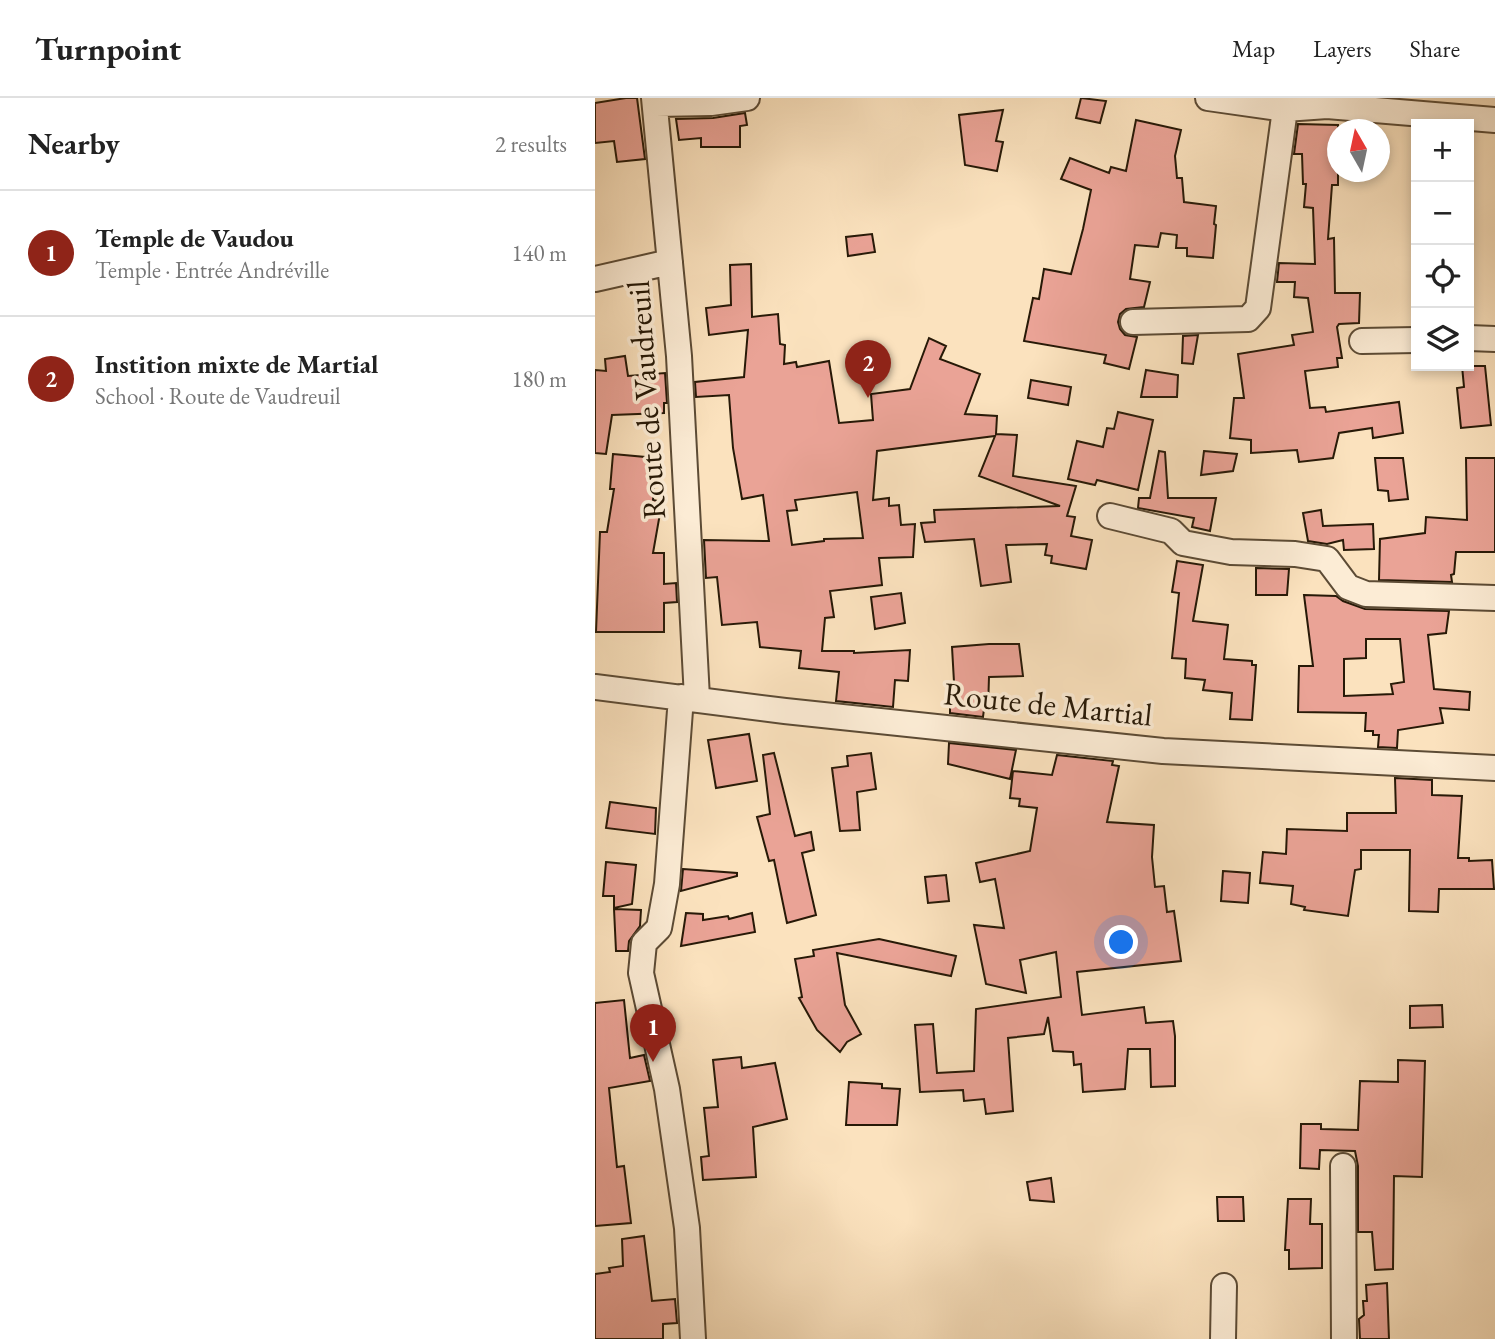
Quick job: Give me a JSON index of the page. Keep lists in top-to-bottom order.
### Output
{
  "streets": {
    "street": ["Route de Vaudreuil", "Route de Martial"]
  },
  "crossings": [
    ["Route de Vaudreuil", "Route de Martial"]
  ],
  "north": "top",
  "page": {
    "header": "Turnpoint",
    "nav": ["Map", "Layers", "Share"],
    "heading": ["Nearby", "2 results"],
    "map_buttons": ["+", "−"],
    "list": [
      {
        "mark": "1",
        "name": "Temple de Vaudou",
        "note": "Temple · Entrée Andréville",
        "value": "140 m"
      },
      {
        "mark": "2",
        "name": "Instition mixte de Martial",
        "note": "School · Route de Vaudreuil",
        "value": "180 m"
      }
    ],
    "pins": ["2", "1"]
  }
}
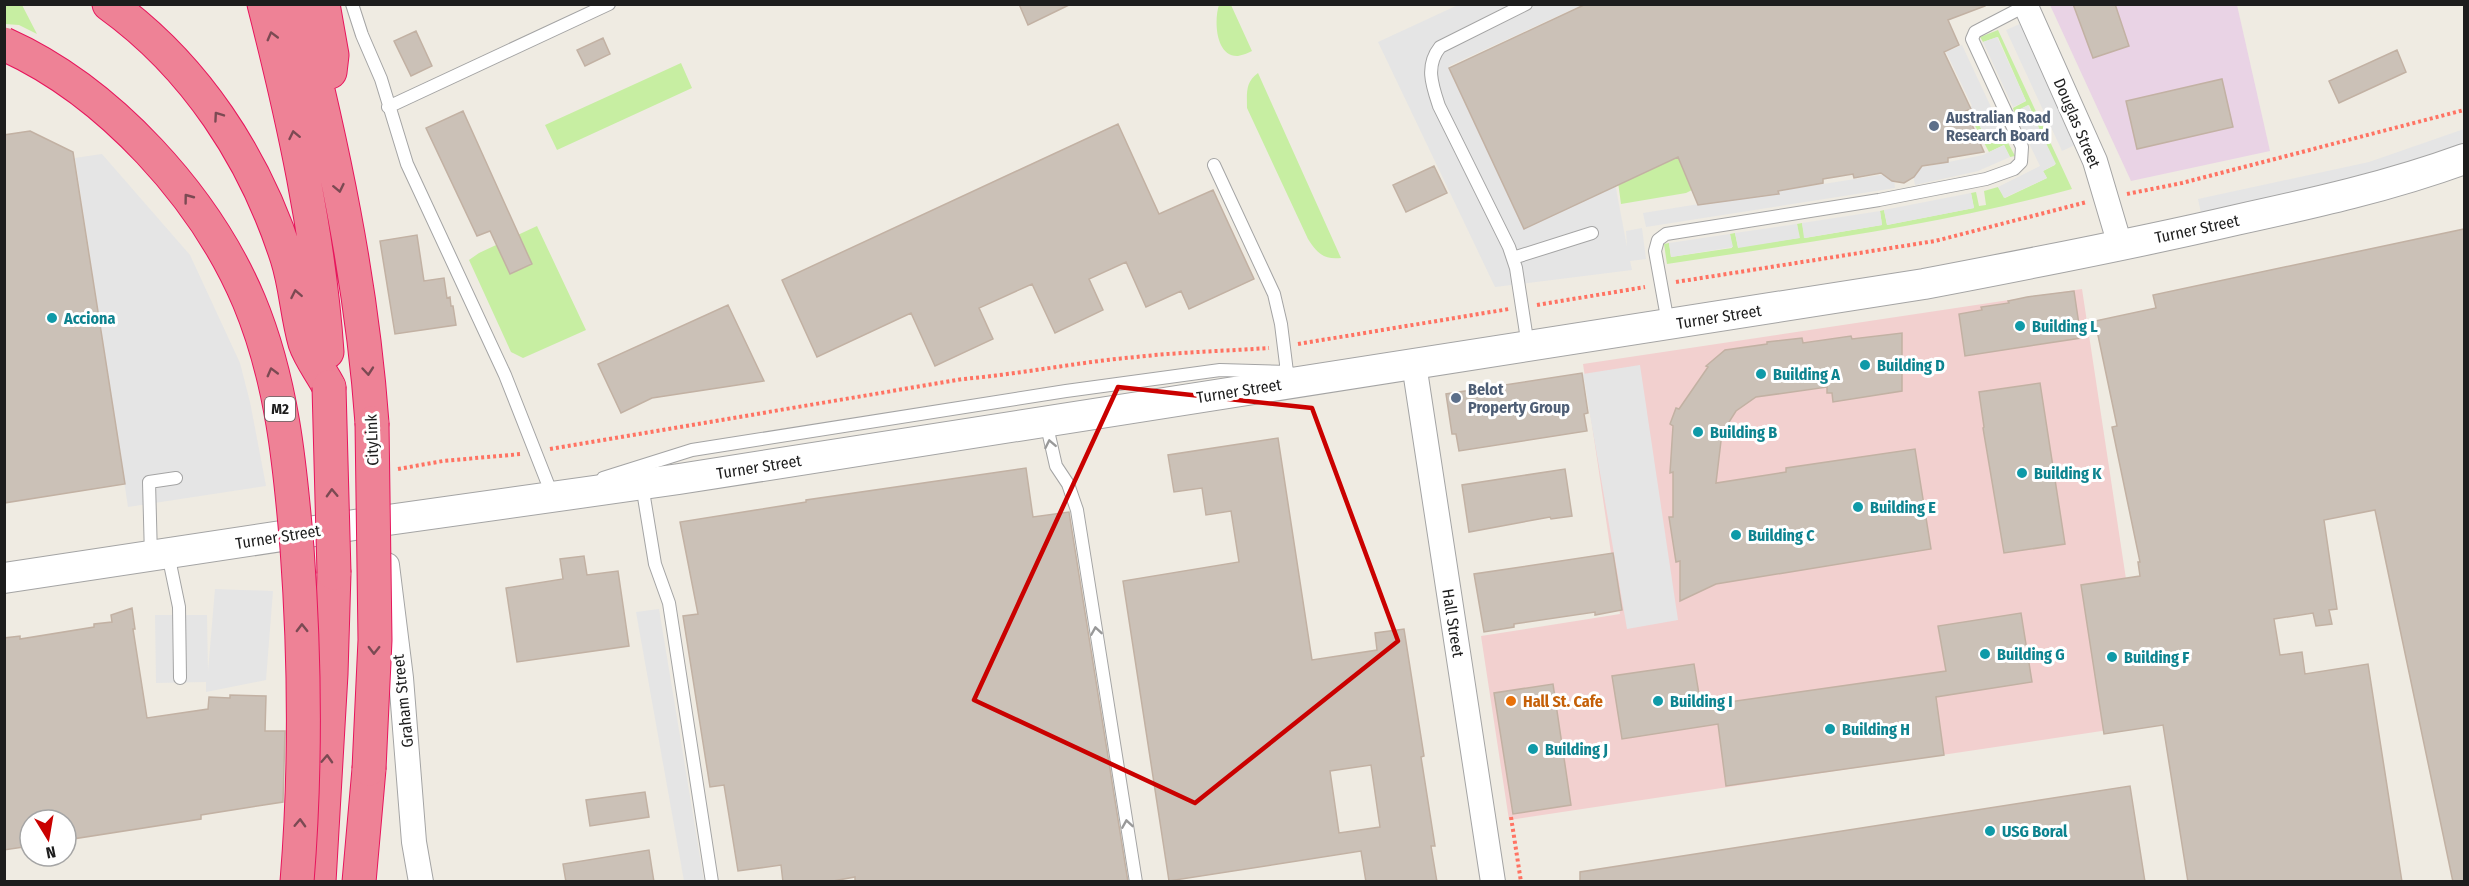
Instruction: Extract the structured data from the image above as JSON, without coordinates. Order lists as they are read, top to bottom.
{
  "streets": {
    "highway": ["M2", "CityLink"],
    "street": [
      "Douglas Street",
      "Turner Street",
      "Hall Street",
      "Graham Street"
    ]
  },
  "crossings": [
    ["Douglas Street", "Turner Street"],
    ["Turner Street", "Hall Street"],
    ["Turner Street", "Graham Street"]
  ],
  "places": [
    "Australian Road Research Board",
    "Acciona",
    "Building L",
    "Building D",
    "Building A",
    "Belot Property Group",
    "Building B",
    "Building K",
    "Building E",
    "Building C",
    "Building G",
    "Building F",
    "Hall St. Cafe",
    "Building I",
    "Building H",
    "Building J",
    "USG Boral"
  ],
  "north": "bottom"
}
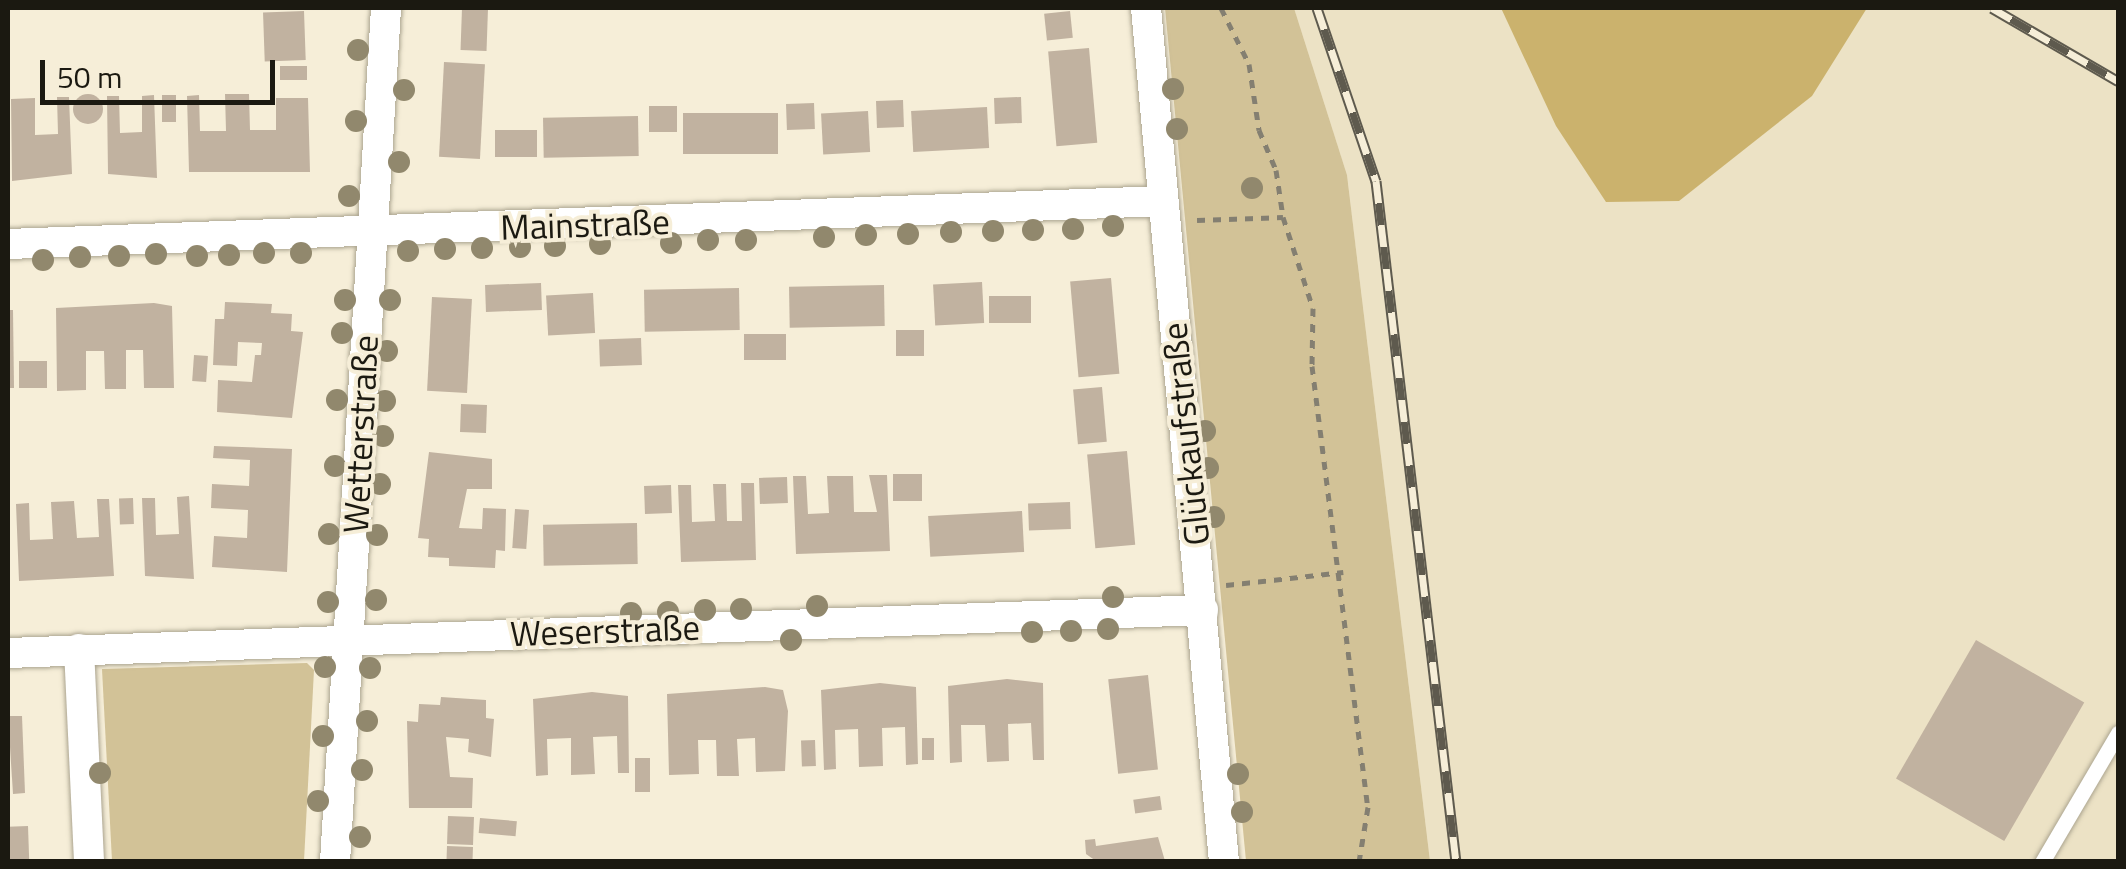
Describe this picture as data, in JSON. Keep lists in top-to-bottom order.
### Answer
{
  "streets": {
    "street": [
      "Mainstraße",
      "Wetterstraße",
      "Glückaufstraße",
      "Weserstraße"
    ]
  },
  "crossings": [
    ["Mainstraße", "Wetterstraße"],
    ["Mainstraße", "Glückaufstraße"],
    ["Wetterstraße", "Weserstraße"],
    ["Glückaufstraße", "Weserstraße"]
  ],
  "scale_bar": "50 m"
}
::::::::::
* [EXERCISE GOAL]: The lines to write out run from the one containing "Instruction: Extract the" through the final line of the material above, both included; write them out exactly, with no pictures.

* [EXERCISE RESULT]:
Instruction: Extract the structured data from the image above as JSON, without coordinates. Order lists as they are read, top to bottom.
{
  "streets": {
    "highway": ["M2", "CityLink"],
    "street": [
      "Douglas Street",
      "Turner Street",
      "Hall Street",
      "Graham Street"
    ]
  },
  "crossings": [
    ["Douglas Street", "Turner Street"],
    ["Turner Street", "Hall Street"],
    ["Turner Street", "Graham Street"]
  ],
  "places": [
    "Australian Road Research Board",
    "Acciona",
    "Building L",
    "Building D",
    "Building A",
    "Belot Property Group",
    "Building B",
    "Building K",
    "Building E",
    "Building C",
    "Building G",
    "Building F",
    "Hall St. Cafe",
    "Building I",
    "Building H",
    "Building J",
    "USG Boral"
  ],
  "north": "bottom"
}
Describe this picture as data, in JSON. Keep lists in top-to-bottom order.
### Answer
{
  "streets": {
    "street": [
      "Mainstraße",
      "Wetterstraße",
      "Glückaufstraße",
      "Weserstraße"
    ]
  },
  "crossings": [
    ["Mainstraße", "Wetterstraße"],
    ["Mainstraße", "Glückaufstraße"],
    ["Wetterstraße", "Weserstraße"],
    ["Glückaufstraße", "Weserstraße"]
  ],
  "scale_bar": "50 m"
}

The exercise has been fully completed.